- Genre: Drama
- Created by: Christopher Keyser; Amy Lippman;
- Written by: Ellen Herman; Christopher Keyser; Amy Lippman;
- Directed by: Michael Engler; George Huang; Scott Winant;
- Starring: Scott Bairstow; Eion Bailey; Michael Weatherly; Jennifer Garner; Elizabeth Mitchell; Gigi Rice;
- Composer: Danny Lux
- Country of origin: United States
- Original language: English
- No. of seasons: 1
- No. of episodes: 6 (1 unaired)

Production
- Executive producers: Christopher Keyser; Amy Lippman;
- Producer: Paul Marks
- Cinematography: Michael Spiller
- Editors: Joanna Cappuccilli; David Dworetzky;
- Running time: 60 minutes
- Production companies: Keyser/Lippman Productions; Columbia TriStar Television;

Original release
- Network: Fox
- Release: March 11 – April 15, 1998

= Significant Others (1998 TV series) =

American drama television series

Significant Others is an American drama television series that aired on the Fox Network from March 11 to April 15, 1998. The series was created and executive produced by Christopher Keyser and Amy Lippman.

==Summary==
The series centered on Henry Callaway, Cambell Chasen, and Nell Glennon, three twenty-something friends living in Los Angeles.

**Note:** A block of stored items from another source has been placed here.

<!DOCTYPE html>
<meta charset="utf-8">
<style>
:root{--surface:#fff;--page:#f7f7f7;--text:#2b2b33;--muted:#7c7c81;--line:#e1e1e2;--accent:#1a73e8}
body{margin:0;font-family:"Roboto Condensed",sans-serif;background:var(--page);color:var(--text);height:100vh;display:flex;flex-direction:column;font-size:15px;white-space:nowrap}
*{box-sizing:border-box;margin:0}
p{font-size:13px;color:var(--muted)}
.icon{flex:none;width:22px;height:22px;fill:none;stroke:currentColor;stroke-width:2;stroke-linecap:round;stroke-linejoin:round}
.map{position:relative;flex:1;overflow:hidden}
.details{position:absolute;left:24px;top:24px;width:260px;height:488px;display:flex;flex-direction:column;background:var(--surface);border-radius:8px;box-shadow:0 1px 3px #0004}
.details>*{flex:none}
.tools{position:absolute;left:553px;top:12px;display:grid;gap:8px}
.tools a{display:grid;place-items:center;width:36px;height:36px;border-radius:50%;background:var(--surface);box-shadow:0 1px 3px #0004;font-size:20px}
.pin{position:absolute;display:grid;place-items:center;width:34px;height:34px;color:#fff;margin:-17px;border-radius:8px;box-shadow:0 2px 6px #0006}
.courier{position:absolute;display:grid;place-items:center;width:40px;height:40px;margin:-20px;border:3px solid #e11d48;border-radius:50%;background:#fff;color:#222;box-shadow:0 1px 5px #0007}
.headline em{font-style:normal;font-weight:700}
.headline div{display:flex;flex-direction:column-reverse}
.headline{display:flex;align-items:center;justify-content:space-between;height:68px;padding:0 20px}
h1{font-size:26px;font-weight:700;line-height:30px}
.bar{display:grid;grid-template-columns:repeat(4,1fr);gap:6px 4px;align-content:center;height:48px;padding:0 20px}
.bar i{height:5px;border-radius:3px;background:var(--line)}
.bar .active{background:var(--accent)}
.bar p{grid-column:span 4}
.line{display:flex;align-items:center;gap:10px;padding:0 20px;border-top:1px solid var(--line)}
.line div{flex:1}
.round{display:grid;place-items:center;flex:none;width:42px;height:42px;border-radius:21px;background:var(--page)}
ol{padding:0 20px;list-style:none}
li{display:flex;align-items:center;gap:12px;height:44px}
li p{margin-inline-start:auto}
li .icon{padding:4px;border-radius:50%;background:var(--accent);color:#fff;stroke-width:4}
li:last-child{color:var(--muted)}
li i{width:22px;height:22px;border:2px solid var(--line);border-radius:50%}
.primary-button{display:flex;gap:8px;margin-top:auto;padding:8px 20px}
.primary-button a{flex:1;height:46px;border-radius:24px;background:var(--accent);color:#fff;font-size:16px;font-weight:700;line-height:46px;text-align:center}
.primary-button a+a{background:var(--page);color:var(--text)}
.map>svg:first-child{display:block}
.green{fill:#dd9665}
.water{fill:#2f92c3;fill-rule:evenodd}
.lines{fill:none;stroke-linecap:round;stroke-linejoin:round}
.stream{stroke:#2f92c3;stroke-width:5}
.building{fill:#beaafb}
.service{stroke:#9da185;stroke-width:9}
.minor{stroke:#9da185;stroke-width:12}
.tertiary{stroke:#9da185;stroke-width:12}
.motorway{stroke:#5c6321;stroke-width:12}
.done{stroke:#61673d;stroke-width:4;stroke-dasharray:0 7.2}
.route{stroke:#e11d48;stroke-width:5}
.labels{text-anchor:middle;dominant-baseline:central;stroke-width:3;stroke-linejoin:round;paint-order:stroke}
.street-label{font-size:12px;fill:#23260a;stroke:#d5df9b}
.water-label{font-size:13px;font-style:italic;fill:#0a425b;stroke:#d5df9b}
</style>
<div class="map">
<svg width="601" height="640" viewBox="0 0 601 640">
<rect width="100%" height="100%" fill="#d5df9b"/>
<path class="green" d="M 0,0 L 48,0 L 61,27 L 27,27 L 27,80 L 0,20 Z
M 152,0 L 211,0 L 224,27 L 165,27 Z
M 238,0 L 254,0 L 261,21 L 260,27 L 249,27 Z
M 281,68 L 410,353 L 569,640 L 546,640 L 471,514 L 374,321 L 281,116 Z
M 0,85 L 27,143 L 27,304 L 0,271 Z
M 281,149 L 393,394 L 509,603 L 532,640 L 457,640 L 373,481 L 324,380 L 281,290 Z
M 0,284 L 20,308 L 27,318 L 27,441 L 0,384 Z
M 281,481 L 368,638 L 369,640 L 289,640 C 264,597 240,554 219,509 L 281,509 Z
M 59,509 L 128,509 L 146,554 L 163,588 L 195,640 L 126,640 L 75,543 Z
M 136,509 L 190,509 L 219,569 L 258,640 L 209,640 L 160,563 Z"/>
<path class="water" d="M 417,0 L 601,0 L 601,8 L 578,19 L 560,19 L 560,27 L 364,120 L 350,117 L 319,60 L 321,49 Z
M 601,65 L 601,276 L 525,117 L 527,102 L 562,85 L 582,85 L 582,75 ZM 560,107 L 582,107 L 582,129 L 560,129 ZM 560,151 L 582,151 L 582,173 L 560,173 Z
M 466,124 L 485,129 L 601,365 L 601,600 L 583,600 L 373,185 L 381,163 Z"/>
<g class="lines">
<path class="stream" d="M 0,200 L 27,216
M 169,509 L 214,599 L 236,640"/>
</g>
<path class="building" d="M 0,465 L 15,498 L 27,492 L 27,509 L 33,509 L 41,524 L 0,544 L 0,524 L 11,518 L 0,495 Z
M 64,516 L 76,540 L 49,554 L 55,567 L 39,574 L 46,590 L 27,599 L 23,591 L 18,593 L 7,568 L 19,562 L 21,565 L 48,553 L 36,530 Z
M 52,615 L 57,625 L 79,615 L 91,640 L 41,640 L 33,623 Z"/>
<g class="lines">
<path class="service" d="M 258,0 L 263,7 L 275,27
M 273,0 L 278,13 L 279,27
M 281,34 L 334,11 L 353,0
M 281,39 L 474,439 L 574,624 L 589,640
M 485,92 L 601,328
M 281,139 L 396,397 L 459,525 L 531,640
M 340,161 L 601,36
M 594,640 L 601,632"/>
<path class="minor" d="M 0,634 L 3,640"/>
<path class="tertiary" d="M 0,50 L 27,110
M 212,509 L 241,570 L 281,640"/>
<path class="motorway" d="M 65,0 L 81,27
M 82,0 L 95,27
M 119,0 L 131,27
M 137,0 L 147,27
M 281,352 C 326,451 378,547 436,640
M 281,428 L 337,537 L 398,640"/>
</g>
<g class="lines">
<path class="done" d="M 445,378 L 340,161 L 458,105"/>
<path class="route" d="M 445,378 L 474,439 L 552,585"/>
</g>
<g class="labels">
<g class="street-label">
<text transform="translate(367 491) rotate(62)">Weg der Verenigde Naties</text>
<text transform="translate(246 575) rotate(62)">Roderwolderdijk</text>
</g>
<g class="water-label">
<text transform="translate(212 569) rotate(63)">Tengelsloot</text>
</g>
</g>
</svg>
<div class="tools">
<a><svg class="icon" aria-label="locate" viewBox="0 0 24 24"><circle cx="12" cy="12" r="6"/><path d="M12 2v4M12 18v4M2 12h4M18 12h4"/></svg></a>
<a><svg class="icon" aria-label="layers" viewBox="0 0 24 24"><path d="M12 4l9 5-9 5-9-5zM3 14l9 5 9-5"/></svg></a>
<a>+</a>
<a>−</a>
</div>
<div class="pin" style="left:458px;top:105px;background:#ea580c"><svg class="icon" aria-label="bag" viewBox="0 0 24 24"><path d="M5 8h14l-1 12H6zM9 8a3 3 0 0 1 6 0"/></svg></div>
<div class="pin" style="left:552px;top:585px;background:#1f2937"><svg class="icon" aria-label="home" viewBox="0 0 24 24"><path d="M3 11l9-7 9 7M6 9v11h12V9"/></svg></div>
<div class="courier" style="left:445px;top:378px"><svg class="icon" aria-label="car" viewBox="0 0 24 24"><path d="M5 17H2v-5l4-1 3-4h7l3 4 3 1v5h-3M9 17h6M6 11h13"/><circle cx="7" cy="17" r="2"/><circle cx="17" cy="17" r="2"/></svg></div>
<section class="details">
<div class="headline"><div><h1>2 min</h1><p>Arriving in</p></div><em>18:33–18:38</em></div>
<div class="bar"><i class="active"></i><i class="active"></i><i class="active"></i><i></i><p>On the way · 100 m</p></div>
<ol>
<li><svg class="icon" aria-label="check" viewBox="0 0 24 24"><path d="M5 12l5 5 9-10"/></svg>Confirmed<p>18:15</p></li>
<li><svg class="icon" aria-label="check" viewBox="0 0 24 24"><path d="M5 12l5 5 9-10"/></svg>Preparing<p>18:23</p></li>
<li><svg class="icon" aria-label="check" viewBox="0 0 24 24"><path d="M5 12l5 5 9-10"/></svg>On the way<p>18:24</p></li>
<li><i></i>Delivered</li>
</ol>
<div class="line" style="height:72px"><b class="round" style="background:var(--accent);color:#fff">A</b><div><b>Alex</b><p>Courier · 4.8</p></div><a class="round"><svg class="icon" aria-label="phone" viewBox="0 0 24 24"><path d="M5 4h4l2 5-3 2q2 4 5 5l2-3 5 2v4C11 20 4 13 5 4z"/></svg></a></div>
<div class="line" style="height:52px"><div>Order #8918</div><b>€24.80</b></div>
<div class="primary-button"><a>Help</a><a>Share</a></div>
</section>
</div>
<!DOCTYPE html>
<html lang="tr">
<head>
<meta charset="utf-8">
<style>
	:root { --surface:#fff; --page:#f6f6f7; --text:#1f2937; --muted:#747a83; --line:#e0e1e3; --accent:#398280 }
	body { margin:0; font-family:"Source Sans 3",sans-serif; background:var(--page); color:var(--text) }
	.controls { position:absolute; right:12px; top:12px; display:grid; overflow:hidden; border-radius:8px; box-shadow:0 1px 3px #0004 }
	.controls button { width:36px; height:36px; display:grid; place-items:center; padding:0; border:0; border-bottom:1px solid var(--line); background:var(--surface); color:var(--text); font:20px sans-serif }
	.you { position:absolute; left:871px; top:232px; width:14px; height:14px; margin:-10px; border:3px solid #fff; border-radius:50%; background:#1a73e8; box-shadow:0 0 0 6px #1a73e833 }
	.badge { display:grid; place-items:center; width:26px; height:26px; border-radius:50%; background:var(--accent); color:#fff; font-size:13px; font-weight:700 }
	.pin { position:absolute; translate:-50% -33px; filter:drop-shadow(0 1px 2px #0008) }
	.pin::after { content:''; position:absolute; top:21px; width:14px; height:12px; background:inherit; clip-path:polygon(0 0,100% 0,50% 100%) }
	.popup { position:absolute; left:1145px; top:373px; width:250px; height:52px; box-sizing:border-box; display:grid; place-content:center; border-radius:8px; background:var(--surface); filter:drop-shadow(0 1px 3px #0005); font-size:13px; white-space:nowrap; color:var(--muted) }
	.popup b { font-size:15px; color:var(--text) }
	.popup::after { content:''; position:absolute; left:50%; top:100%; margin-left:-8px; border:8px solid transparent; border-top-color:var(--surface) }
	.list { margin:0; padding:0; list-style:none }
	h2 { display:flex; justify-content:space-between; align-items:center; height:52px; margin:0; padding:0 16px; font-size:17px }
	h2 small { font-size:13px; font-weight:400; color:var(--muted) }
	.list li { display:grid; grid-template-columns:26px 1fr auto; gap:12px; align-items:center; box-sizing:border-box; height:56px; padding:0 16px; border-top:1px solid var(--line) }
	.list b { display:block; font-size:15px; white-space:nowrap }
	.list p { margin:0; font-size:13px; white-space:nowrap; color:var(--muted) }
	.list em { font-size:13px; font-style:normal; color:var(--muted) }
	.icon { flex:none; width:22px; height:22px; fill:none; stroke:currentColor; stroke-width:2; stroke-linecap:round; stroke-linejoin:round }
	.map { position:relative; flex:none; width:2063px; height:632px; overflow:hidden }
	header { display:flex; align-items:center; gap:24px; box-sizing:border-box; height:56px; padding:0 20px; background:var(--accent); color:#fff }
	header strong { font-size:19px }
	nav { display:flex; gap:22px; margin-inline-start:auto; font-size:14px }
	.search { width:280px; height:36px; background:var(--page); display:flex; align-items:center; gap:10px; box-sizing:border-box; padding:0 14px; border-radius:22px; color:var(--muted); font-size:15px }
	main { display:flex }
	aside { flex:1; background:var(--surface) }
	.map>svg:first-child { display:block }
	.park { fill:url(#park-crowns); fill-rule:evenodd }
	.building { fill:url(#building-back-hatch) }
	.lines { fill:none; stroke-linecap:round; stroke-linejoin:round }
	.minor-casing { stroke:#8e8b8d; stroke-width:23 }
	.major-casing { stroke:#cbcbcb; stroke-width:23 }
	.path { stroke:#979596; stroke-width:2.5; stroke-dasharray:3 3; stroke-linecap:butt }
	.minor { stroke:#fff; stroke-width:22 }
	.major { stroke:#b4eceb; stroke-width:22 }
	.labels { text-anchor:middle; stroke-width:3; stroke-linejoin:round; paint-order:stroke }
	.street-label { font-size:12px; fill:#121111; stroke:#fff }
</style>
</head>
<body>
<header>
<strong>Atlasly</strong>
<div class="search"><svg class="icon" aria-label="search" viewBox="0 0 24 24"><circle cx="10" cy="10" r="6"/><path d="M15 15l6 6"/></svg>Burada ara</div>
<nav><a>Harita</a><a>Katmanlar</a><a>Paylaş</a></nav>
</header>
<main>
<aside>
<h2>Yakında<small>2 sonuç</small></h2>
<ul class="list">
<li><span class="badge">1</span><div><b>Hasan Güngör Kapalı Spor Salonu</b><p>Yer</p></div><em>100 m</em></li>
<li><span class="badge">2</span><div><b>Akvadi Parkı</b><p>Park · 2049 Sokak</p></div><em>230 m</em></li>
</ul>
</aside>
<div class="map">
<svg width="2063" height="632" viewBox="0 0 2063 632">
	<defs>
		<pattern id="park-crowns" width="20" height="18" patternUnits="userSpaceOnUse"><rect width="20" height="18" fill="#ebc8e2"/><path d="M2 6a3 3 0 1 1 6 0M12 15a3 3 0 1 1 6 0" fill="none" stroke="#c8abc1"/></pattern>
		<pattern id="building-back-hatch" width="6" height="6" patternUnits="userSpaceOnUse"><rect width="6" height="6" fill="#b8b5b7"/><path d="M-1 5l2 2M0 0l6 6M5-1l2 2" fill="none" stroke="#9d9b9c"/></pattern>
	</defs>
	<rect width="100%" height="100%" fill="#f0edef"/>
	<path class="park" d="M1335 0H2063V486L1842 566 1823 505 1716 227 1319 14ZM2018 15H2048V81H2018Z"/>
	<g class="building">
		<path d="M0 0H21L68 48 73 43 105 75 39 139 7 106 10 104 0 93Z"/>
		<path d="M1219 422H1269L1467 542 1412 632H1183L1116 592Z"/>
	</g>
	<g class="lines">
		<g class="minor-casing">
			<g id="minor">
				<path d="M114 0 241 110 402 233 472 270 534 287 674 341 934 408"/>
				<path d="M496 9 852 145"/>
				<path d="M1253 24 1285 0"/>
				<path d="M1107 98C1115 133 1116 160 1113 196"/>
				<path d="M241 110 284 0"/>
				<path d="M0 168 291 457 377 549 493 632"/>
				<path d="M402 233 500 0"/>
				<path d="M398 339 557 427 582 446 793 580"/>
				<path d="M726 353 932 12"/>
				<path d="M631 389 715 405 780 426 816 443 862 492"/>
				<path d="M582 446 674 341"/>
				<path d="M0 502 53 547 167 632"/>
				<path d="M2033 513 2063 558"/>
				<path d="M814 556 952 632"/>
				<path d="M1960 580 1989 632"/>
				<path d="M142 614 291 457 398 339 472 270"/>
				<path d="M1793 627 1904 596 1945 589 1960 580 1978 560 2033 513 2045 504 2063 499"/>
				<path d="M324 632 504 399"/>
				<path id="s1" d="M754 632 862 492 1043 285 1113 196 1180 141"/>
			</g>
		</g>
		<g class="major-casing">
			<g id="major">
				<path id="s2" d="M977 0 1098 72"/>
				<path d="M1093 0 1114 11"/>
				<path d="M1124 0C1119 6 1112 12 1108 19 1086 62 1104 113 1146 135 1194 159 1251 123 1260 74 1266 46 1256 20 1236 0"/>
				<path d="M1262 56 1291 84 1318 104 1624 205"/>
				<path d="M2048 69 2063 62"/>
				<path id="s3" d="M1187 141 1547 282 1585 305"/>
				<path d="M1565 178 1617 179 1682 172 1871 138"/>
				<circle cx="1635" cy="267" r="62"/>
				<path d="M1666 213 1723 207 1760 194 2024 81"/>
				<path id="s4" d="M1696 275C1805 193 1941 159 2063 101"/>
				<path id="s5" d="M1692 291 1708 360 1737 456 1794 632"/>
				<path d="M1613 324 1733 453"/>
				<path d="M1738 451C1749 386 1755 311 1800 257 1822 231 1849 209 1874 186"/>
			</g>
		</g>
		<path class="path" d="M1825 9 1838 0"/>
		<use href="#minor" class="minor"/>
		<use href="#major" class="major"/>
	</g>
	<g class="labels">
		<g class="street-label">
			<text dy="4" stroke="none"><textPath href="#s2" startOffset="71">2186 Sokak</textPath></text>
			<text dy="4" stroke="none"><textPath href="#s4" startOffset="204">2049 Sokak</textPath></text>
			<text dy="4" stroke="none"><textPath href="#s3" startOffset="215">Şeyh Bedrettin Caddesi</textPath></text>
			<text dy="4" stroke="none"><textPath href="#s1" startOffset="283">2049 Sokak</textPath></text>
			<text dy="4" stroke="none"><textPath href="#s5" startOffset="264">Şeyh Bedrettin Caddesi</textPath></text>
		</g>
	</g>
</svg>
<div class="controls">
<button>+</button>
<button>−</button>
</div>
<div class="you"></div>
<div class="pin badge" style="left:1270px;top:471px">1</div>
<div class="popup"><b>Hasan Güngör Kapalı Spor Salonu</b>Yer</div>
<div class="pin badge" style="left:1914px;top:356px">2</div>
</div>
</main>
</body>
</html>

Other stars included Michael Weatherly, Elizabeth Mitchell, Gigi Rice, and Richard Masur.

==Production==
The show was first announced in the fall of 1997, and filming later began on December 4, 1997. Only five episodes were shown before cancellation, although six episodes were produced.

==Cast==

- Scott Bairstow as Henry Callway
- Eion Bailey as Cambell Chasen
- Michael Weatherly as Ben Chasen
- Jennifer Garner as Nell Glennon
- Elizabeth Mitchell as Jane Merril-Chasen
- Gigi Rice as Charlotte
- Richard Masur as Leonard Chasen

==Episodes==

| No. | Title | Directed by | Written by | Original release date |
|---|---|---|---|---|
| 1 | "Pilot" | Scott Winant | Christopher Keyser & Amy Lippman | March 11, 1998 |
| 2 | "The Next Big Thing" | Michael Engler | Christopher Keyser & Amy Lippman | March 18, 1998 |
| 3 | "The Plan" | Scott Winant | Ellen Herman | March 25, 1998 |
| 4 | "The Shoot" | Ken Topolsky | Christopher Keyser & Amy Lippman | April 1, 1998 |
| 5 | "My Left Kidney" | George Huang | Ellen Herman | April 15, 1998 |
| 6 | "Matters of Gravity" | Michael Engler | Christopher Keyser & Amy Lippman | Unaired |

==Home media==
Sony Pictures Home Entertainment released the entire series, including the unaired episode, on DVD in Region 1 in 2004 after Jennifer Garner had gained fame on the TV series Alias.